Global military spending in 2024 hit a record that will be broken in 2025. Much of the growth comes from the US (which just announced a goal of a $1 trillion defense budget) and its adversaries, but an important part is from US allies that feel they can no longer rely on US security guarantees. For that reason, they seek to build their own defense industrial bases rather than simply buy more American military products. There are opportunities for investors in this global proliferation of military production financed by government budgets, although the peculiarities of military industries make it more important than usual to have the right expertise. Defense-sector exchange-traded funds (ETFs) have, not surprisingly, boomed: the VanEck Defense UCITS Took in $1 billion in March 2025 alone.
In 2024 global military spending hit $2,718 billion, a 9.4% increase over 2023 and the steepest year-on-year rise since the end of the Cold War. The main drivers were the conflicts in Ukraine and Gaza. Israel’s spending increased 65%, to $46.5 billion, which represented 8.78% of GDP, the second highest ratio after Ukraine — which spent nearly 35% of GDP on its military. Russia spent $149 billion, up 28% from 2023 and representing 7.1% of GDP and 19% of total government spending. German spending surged to $88.5 billion, the fourth largest total in the world after the US, China, and Russia, and just ahead of India at $86.1 billion.
All of these numbers are likely to grow in 2025 and into 2026, except perhaps in Ukraine, which might not be able to get above 35% of GDP. But the Ukraine example illustrates a different and more interesting dynamic. According to one report by a former Ukrainian official, Ukraine’s domestic defense sector has grown from $1 billion to $35 billion in just three years. It now produces about a third of Ukraine’s weapons and ammunition, and nearly all of its drones. That is not nearly enough to protect itself against the Russian army, but it is enough to ease some of the country’s dependence on the US
Similarly, Germany in particular, but also France and the European Union, have entered a new era in terms of domestic military production.
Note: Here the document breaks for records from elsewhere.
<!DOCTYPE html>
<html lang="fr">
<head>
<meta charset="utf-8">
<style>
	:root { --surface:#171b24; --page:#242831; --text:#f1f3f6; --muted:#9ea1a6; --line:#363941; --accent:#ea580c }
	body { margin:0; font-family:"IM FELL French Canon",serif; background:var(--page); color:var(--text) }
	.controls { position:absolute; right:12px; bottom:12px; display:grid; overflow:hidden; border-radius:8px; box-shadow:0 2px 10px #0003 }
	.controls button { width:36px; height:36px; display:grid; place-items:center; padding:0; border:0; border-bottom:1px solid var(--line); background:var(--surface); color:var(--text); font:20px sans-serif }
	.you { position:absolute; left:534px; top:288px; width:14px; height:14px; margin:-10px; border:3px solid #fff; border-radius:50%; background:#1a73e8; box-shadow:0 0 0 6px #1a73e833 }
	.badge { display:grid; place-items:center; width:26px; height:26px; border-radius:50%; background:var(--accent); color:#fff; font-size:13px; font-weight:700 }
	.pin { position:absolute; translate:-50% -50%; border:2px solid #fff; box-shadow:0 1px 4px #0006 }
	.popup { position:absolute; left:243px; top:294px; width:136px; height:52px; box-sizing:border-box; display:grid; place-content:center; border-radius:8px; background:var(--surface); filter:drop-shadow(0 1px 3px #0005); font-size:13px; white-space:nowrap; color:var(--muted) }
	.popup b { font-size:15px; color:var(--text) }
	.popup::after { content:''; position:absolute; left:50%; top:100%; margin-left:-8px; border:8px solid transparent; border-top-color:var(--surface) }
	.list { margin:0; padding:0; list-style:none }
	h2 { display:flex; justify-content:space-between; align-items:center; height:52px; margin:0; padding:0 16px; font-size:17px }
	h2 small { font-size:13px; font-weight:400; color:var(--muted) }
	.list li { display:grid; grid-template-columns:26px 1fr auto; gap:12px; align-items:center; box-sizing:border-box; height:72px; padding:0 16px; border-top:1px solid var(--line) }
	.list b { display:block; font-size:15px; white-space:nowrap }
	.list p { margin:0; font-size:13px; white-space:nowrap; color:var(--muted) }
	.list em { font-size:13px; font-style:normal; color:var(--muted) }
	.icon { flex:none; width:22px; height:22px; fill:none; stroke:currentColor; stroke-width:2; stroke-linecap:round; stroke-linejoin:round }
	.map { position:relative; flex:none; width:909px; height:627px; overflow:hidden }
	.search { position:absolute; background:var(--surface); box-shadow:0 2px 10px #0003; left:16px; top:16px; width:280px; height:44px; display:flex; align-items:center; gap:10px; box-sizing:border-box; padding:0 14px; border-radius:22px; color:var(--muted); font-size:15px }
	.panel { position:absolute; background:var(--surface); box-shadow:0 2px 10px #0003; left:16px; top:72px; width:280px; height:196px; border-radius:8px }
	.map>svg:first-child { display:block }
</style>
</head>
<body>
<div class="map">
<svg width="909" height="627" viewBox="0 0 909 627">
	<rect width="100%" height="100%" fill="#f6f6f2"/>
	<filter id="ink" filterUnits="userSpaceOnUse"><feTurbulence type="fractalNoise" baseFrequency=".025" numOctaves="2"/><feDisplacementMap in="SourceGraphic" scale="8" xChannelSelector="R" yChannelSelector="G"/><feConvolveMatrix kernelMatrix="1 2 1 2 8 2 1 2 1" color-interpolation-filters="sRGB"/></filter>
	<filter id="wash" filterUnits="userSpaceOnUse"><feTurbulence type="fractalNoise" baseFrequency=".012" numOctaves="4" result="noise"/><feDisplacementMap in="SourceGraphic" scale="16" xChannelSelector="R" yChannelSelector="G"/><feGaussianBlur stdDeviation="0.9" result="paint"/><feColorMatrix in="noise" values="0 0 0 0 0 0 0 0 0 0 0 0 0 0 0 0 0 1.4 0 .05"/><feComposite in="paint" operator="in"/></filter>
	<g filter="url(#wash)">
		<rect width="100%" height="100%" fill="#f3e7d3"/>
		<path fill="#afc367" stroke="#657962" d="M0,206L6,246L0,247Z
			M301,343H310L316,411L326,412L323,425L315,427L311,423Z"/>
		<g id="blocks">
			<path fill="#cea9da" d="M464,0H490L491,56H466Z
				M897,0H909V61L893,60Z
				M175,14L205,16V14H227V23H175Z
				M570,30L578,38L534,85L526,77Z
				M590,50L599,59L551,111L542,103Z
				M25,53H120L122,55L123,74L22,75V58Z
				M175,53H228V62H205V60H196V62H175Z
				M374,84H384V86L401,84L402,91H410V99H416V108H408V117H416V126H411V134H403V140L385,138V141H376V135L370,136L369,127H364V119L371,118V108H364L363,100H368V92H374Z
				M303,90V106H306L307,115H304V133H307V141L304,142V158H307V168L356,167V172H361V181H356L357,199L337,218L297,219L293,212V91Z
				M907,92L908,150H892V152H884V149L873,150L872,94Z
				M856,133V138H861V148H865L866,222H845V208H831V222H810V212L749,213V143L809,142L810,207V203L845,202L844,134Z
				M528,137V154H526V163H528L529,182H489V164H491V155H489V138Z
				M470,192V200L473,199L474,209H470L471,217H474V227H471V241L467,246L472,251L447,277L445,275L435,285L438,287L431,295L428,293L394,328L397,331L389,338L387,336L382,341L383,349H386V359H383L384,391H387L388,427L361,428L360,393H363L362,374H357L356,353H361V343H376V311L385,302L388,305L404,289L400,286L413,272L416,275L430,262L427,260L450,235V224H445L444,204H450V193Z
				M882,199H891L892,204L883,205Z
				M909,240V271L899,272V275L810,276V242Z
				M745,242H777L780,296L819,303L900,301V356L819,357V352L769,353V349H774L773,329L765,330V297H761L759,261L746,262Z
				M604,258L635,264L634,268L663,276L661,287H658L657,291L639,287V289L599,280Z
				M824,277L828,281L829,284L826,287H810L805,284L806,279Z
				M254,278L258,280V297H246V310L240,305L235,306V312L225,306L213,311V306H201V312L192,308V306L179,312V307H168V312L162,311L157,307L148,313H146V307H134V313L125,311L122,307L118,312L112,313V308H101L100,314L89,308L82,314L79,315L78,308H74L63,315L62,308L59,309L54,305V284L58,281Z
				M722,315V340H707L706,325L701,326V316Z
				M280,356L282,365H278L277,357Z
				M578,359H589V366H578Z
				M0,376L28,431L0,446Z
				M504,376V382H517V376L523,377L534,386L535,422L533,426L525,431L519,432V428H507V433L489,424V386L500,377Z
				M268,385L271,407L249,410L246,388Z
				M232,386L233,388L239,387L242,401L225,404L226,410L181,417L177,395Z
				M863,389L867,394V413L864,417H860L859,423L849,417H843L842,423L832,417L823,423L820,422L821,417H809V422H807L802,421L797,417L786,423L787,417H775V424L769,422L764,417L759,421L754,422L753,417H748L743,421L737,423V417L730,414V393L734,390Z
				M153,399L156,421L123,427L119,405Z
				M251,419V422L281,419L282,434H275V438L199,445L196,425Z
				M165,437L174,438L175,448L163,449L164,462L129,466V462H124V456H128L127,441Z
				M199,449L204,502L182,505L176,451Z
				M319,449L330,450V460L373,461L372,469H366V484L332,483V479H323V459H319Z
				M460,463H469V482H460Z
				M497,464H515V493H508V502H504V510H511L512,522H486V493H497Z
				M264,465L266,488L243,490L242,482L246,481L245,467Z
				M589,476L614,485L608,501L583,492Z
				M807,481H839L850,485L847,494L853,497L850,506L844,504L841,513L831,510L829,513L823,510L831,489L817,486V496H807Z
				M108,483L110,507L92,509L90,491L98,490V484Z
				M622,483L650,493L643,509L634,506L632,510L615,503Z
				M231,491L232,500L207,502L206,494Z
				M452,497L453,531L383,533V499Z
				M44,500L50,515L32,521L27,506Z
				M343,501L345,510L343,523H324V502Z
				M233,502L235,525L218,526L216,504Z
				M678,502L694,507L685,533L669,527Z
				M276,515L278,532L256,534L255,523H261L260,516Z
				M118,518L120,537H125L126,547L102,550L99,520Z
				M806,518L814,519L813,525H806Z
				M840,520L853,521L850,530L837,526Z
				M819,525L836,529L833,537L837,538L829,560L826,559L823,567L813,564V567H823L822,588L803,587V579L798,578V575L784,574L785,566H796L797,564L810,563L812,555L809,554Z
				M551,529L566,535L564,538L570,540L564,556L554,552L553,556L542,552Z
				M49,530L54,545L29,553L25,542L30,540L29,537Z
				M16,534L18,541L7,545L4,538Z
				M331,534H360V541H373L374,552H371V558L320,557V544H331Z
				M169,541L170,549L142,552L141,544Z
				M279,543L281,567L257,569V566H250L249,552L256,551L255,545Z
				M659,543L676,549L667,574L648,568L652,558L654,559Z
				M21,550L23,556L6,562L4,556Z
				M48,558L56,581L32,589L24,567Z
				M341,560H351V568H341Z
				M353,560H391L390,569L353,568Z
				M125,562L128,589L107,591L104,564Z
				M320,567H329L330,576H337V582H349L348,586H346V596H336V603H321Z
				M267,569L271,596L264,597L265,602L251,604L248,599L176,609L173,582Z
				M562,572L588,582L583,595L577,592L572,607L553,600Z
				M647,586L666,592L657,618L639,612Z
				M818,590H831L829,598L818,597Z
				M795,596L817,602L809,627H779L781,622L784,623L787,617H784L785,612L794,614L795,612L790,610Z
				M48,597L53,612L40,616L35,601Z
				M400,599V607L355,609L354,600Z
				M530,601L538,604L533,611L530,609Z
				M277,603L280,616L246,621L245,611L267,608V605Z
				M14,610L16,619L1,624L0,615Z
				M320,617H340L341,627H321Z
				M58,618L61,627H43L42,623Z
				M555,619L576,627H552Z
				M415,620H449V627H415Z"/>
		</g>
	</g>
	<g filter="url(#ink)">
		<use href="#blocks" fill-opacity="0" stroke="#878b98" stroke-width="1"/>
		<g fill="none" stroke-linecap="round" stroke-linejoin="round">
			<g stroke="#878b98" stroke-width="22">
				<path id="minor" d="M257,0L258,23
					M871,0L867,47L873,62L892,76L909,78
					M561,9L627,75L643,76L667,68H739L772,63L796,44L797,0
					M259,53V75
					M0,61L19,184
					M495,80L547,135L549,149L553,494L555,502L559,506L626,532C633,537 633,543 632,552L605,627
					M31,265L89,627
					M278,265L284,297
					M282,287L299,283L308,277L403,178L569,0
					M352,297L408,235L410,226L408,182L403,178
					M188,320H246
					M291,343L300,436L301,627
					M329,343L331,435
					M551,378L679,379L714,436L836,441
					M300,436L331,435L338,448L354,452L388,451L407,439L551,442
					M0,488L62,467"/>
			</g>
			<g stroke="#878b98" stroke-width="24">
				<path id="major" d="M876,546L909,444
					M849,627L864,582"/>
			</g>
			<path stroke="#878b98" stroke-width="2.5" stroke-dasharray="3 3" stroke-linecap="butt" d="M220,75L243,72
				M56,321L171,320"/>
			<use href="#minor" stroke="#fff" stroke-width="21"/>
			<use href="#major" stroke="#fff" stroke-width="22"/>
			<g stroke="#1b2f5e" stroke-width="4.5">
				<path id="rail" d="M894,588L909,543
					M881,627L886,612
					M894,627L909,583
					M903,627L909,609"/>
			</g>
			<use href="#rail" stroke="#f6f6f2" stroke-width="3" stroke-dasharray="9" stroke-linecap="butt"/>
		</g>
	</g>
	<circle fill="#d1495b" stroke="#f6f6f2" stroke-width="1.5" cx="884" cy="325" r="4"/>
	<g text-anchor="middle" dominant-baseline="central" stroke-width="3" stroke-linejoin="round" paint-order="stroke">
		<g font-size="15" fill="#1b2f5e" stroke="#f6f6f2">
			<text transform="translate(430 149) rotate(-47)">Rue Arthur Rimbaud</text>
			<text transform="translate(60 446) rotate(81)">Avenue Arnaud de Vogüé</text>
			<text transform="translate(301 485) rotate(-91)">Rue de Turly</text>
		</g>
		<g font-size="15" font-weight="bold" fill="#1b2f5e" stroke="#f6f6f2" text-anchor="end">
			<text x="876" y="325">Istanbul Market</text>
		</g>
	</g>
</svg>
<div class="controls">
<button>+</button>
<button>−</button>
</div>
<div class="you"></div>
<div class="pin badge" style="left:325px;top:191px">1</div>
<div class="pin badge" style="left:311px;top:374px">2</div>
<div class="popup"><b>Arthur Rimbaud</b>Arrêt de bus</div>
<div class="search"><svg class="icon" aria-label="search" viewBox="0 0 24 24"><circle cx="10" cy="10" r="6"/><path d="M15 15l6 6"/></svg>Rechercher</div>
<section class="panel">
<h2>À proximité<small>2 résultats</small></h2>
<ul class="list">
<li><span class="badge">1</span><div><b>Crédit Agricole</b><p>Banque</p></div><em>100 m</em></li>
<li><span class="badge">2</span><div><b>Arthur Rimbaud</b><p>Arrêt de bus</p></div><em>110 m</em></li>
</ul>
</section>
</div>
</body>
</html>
Germany’s head of state, Friedrich Merz, won a parliamentary vote in March to not apply Germany’s “debt brake” policy to the defense sector. Merz also appealed to the EU to exempt defense production from its own spending rules. (EU member states have their own military budgets but the EU has rules on public debt.) Sixteen of the Union’s 27 members are seeking exemptions from the EU rules so they can increase their defense spending.
What is driving all this spending is principally the desire to, as Merz puts it, “achieve independence from the USA,” which under President Trump he sees as “largely indifferent to the fate of Europe.” EU Commission President Ursula von der Leyen, herself a former German defense minister, declared, “We are in an era of rearmament,” one that requires Europeans to construct their own defense as part of what France’s President Macron refers to as “strategic autonomy” from the US. The EU hopes that new bloc-wide procurement policies will strengthen European defense production at the cost of American materiel.
There is irony in the fact that European NATO members in recent years have spent more, not less, on weaponry produced in the US: from 52% of spending in 2015-19 to 64% in 2020-24. But that very dependence is why traditional US allies are so focused on independence from the US now that the US has abandoned its traditional approach to alliances. It is not just Europe. South Korea has been trying to replace US purchases with its own production for several years, including so that it might export weapons. Japan also seeks to increase domestic military industries. Israel is striving for self-sufficiency in bomb production. Even Australia has been trying to be more militarily independent, although in practice Australian defense production, current and projected, is commonly done jointly with US defense primes.
The proliferation of defense production in a globalized world can lead to curiosities, such as the battle between a Chinese state-controlled defense company and an Australian to buy a troubled Brazilian manufacturer. That in turn points to both the internationalization of military production and the question of what gets done with the products. US military industries and the US military itself have always advanced together. Foreign military sales were integrated into a much larger public-private strategy that was rooted in political alliances. The point was not to sell to enemies. The proliferation of military-industrial production in the past three years suggests a future in which weapons will be available from many sellers, including NATO members, with little or no reference to US policy guidance.
In short, the desire for autonomy from the US is driving a global surge in weapons production that will in turn lead to weapons proliferation on an unprecedented scale. Unless there is a significant increase in war, there will be an increase in excess production. Excess production will need to be off-loaded somewhere. This is the peculiarity of defense production. If you are not simply stockpiling — which is a dead weight on the economy — then you are proliferating. Weaponry ETFs in this scenario would have to be a short-term play. The longer-term returns will be in companies that aim not just at domestic production but at export.